From the line containing "Transcribe the names and structure of the screenshot" onward to the last line of the data below, copy each line exactly and add nothing.
INFORMATION SHOWN: Begin
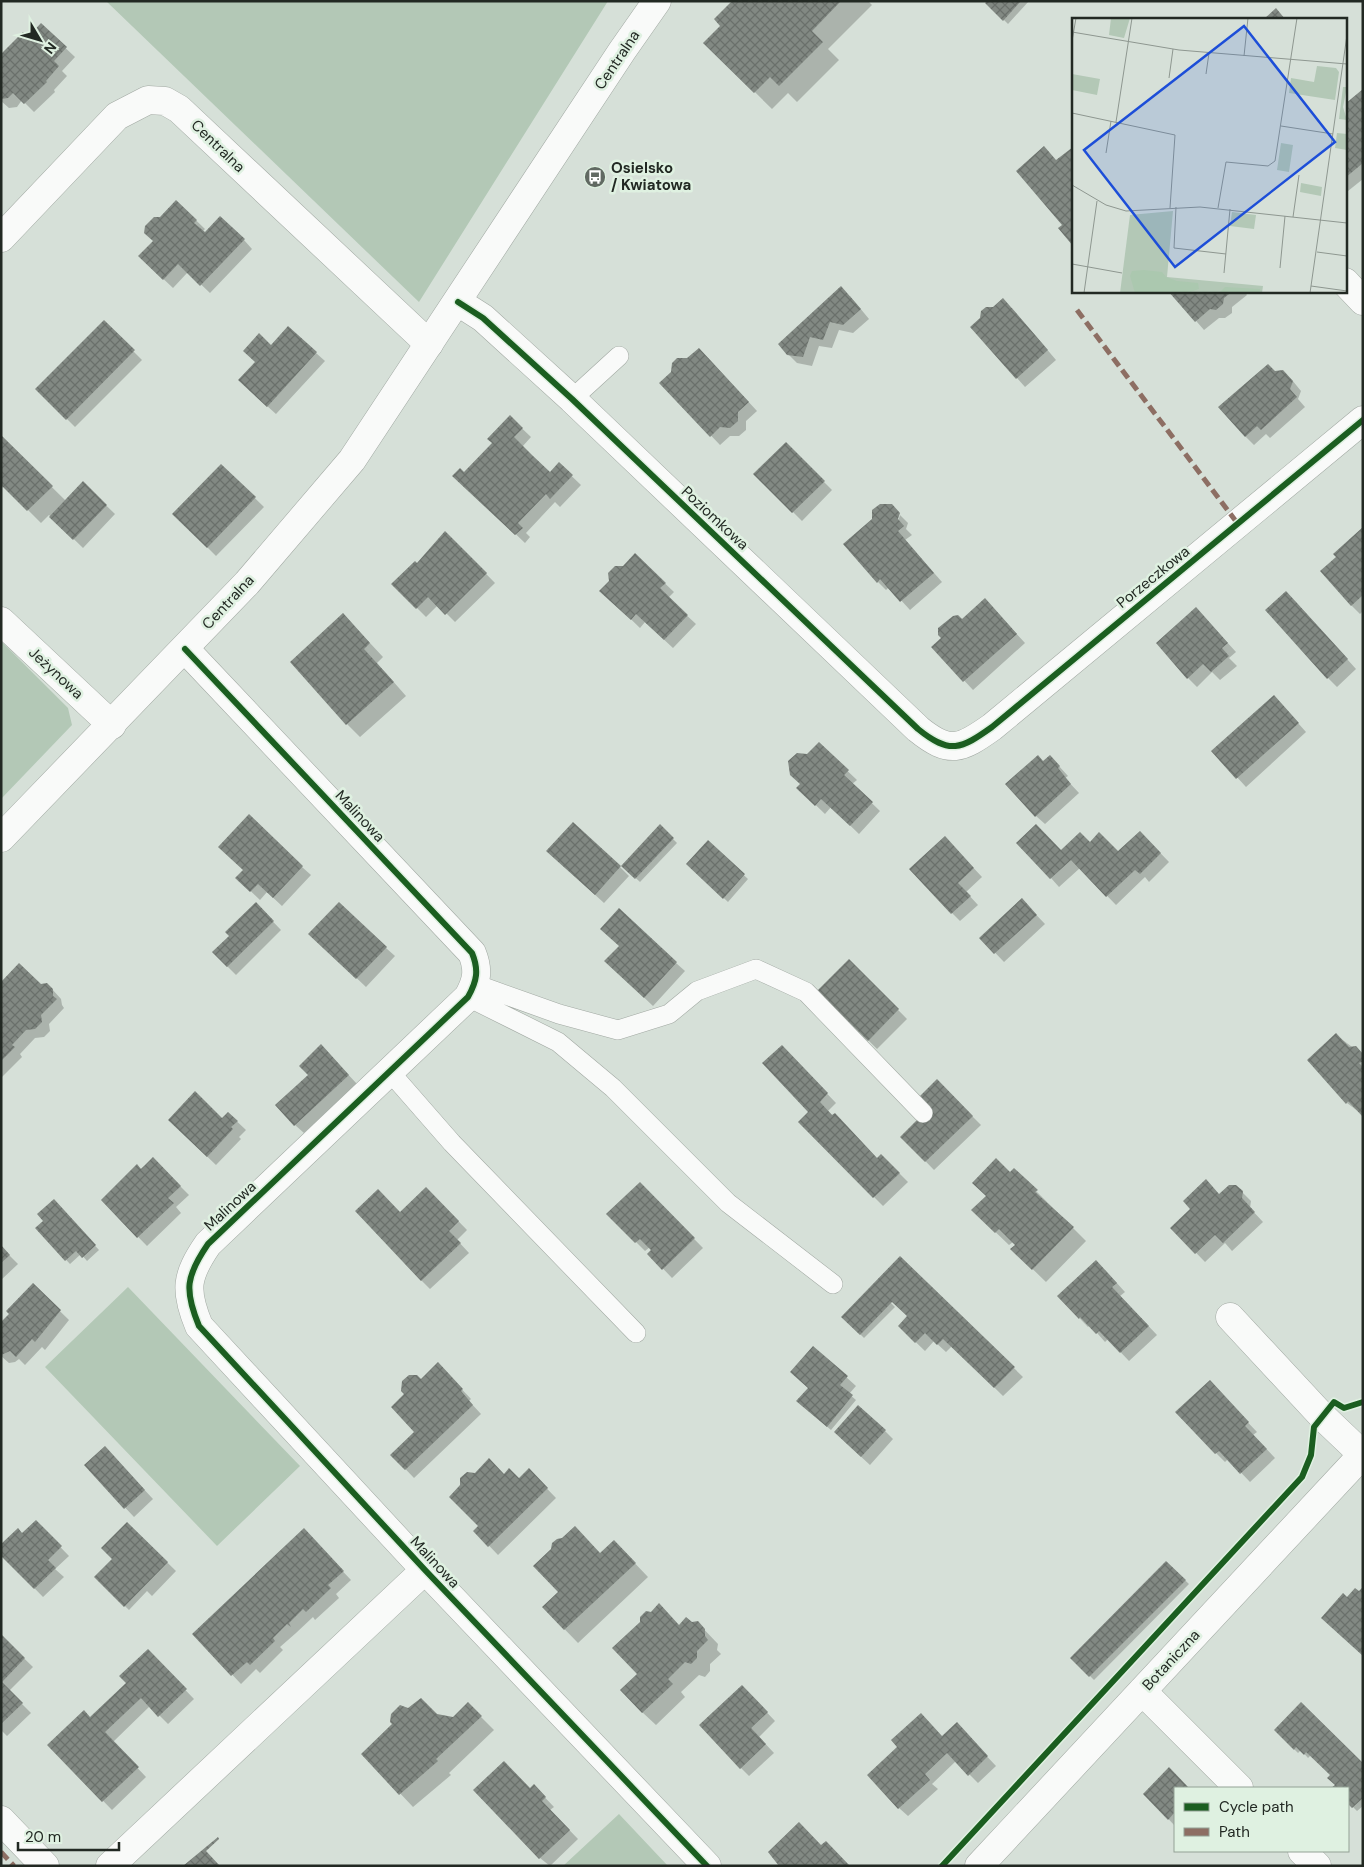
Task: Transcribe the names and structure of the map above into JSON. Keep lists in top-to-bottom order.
{
  "streets": {
    "street": [
      "Centralna",
      "Poziomkowa",
      "Porzeczkowa",
      "Jeżynowa",
      "Malinowa",
      "Botaniczna"
    ]
  },
  "crossings": [
    ["Centralna", "Poziomkowa"],
    ["Centralna", "Jeżynowa"],
    ["Centralna", "Malinowa"],
    ["Poziomkowa", "Porzeczkowa"]
  ],
  "places": {
    "bus stop": ["Osielsko / Kwiatowa"]
  },
  "legend": ["Cycle path", "Path"],
  "scale_bar": "20 m",
  "north": "bottom right"
}
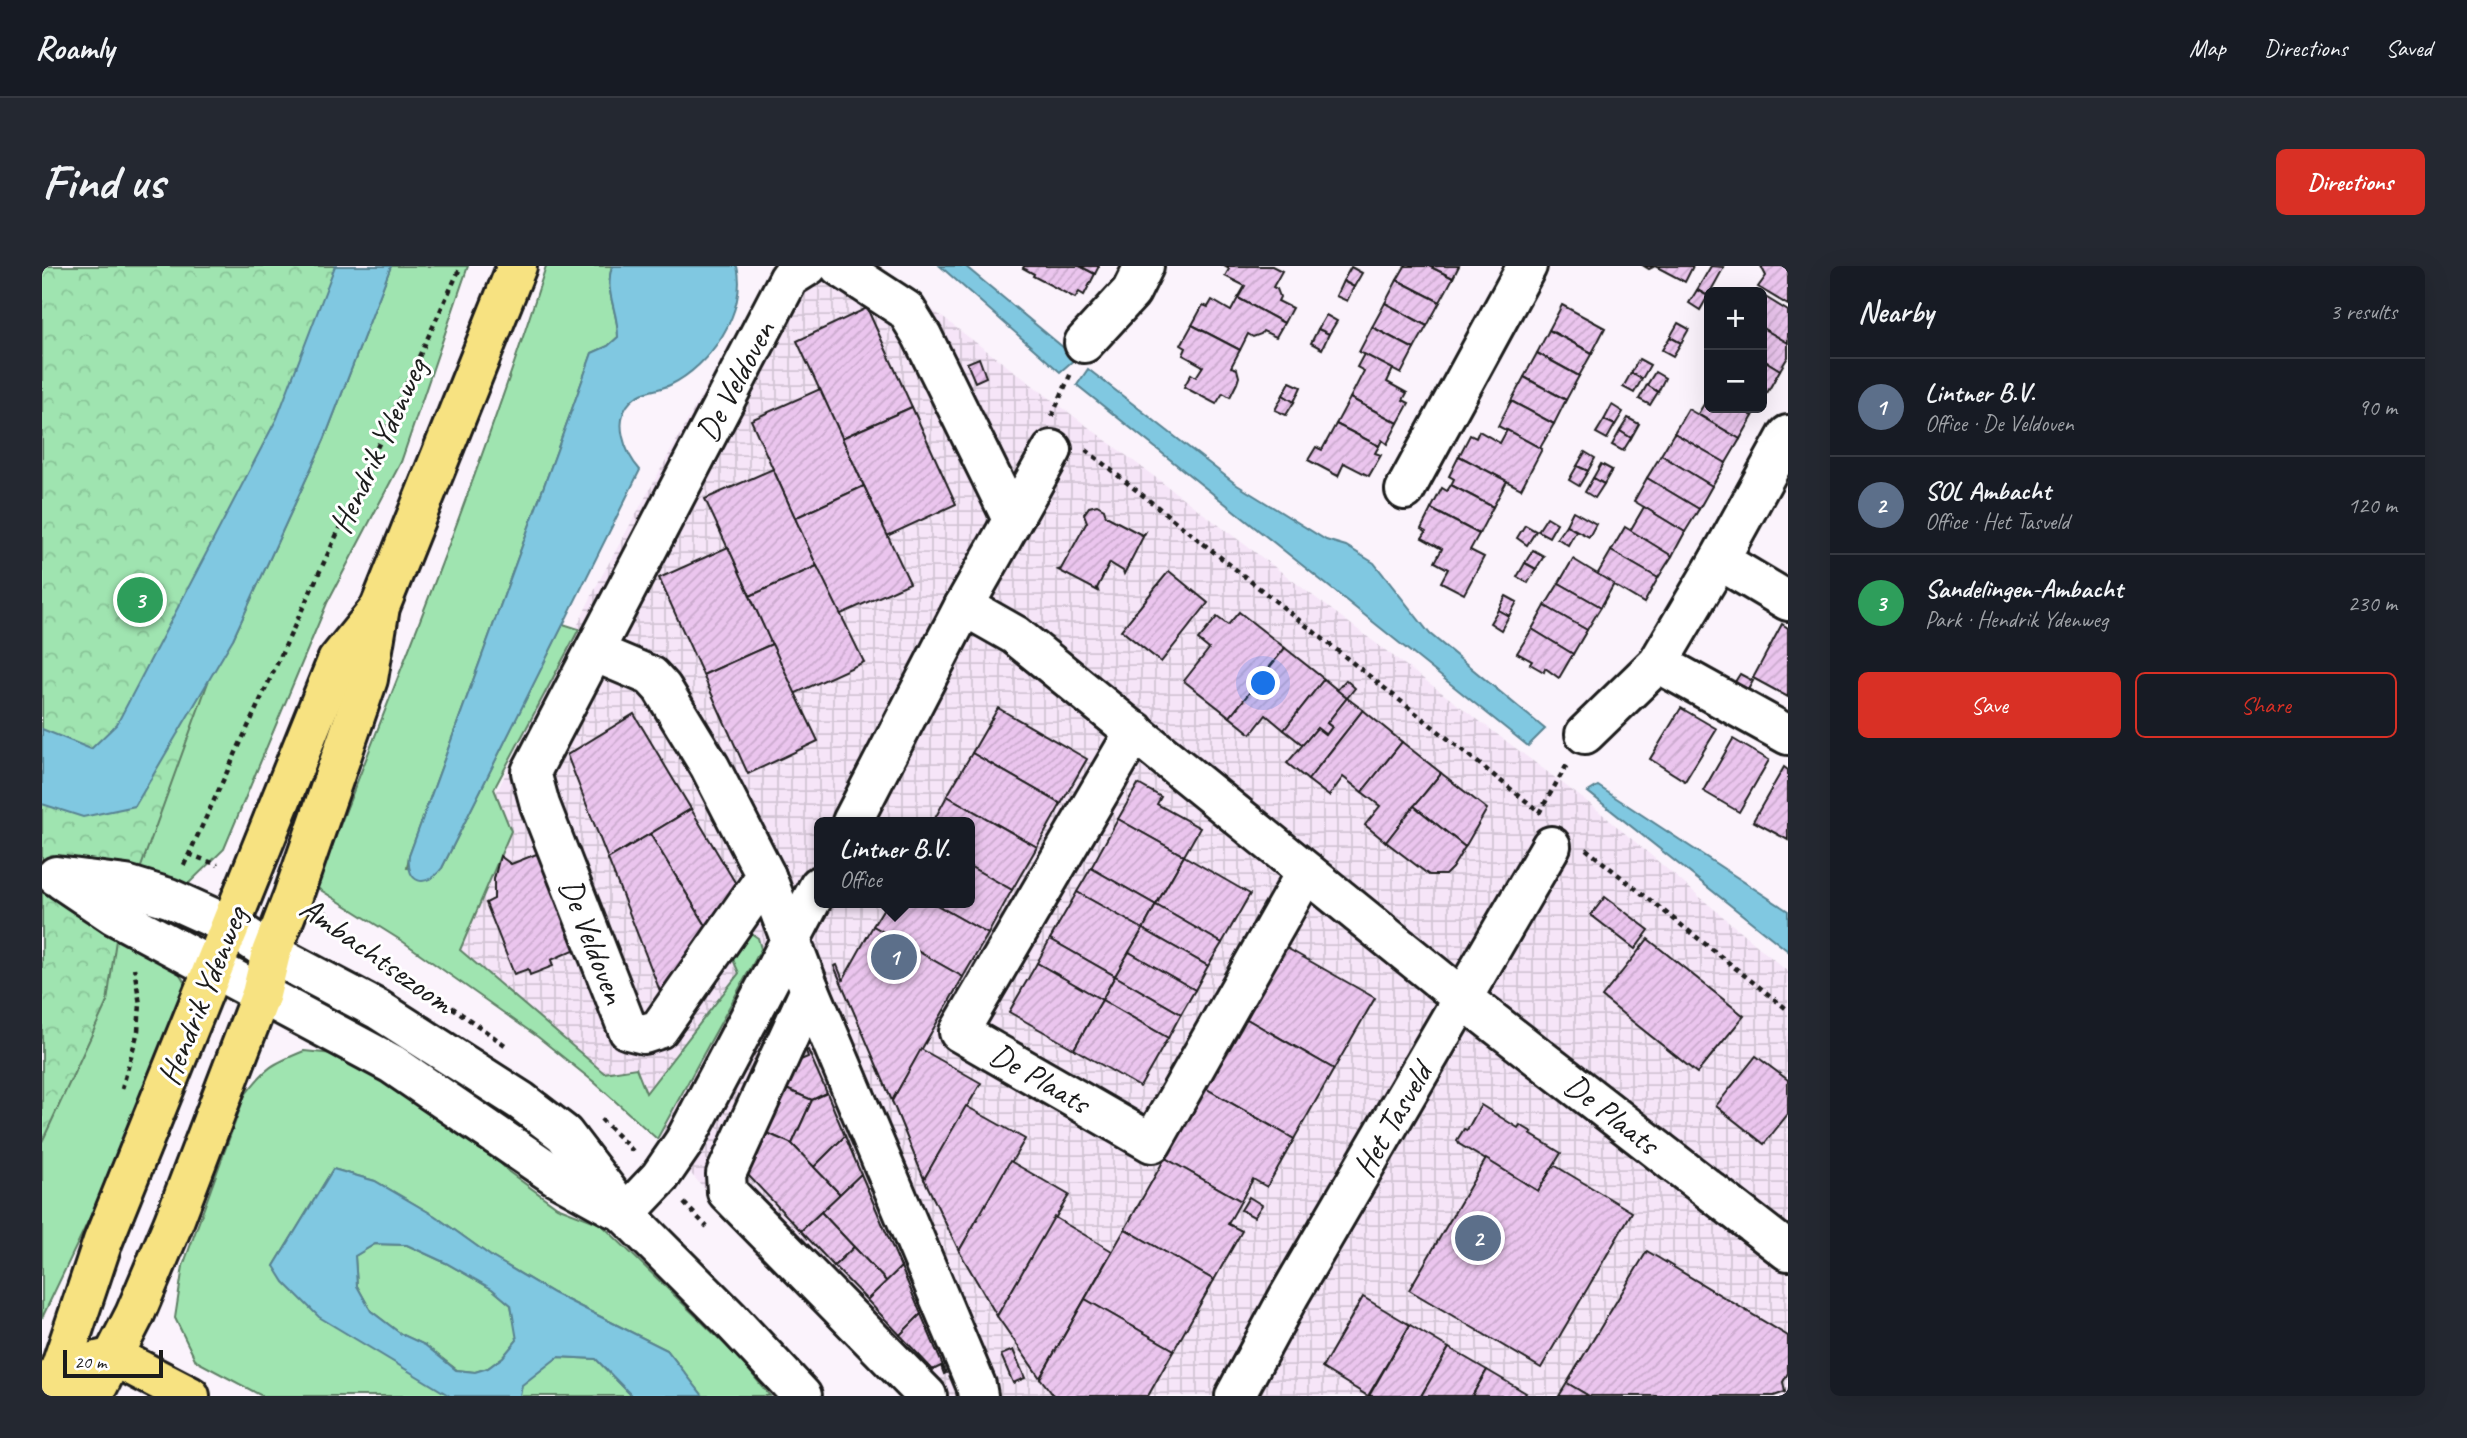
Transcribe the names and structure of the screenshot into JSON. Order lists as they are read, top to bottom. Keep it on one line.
{"streets":{"main road":["Hendrik Ydenweg"],"street":["De Veldoven","Ambachtsezoom","De Plaats","Het Tasveld"]},"crossings":[["Hendrik Ydenweg","Ambachtsezoom"],["De Plaats","Het Tasveld"]],"scale_bar":"20 m","page":{"header":"Roamly","nav":["Map","Directions","Saved"],"buttons":["Directions",["Save","Share"]],"title":"Find us","heading":["Nearby","3 results"],"map_buttons":["+","−"],"list":[{"mark":"1","name":"Lintner B.V.","note":"Office · De Veldoven","value":"90 m"},{"mark":"2","name":"SOL Ambacht","note":"Office · Het Tasveld","value":"120 m"},{"mark":"3","name":"Sandelingen-Ambacht","note":"Park · Hendrik Ydenweg","value":"230 m"}],"pins":["3","1","2"],"popup":["Lintner B.V.","Office"],"scale":"20 m"}}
INFORMATION SHOWN: End
*OUTPUT*:
Transcribe the names and structure of the screenshot into JSON. Order lists as they are read, top to bottom. Keep it on one line.
{"streets":{"main road":["Hendrik Ydenweg"],"street":["De Veldoven","Ambachtsezoom","De Plaats","Het Tasveld"]},"crossings":[["Hendrik Ydenweg","Ambachtsezoom"],["De Plaats","Het Tasveld"]],"scale_bar":"20 m","page":{"header":"Roamly","nav":["Map","Directions","Saved"],"buttons":["Directions",["Save","Share"]],"title":"Find us","heading":["Nearby","3 results"],"map_buttons":["+","−"],"list":[{"mark":"1","name":"Lintner B.V.","note":"Office · De Veldoven","value":"90 m"},{"mark":"2","name":"SOL Ambacht","note":"Office · Het Tasveld","value":"120 m"},{"mark":"3","name":"Sandelingen-Ambacht","note":"Park · Hendrik Ydenweg","value":"230 m"}],"pins":["3","1","2"],"popup":["Lintner B.V.","Office"],"scale":"20 m"}}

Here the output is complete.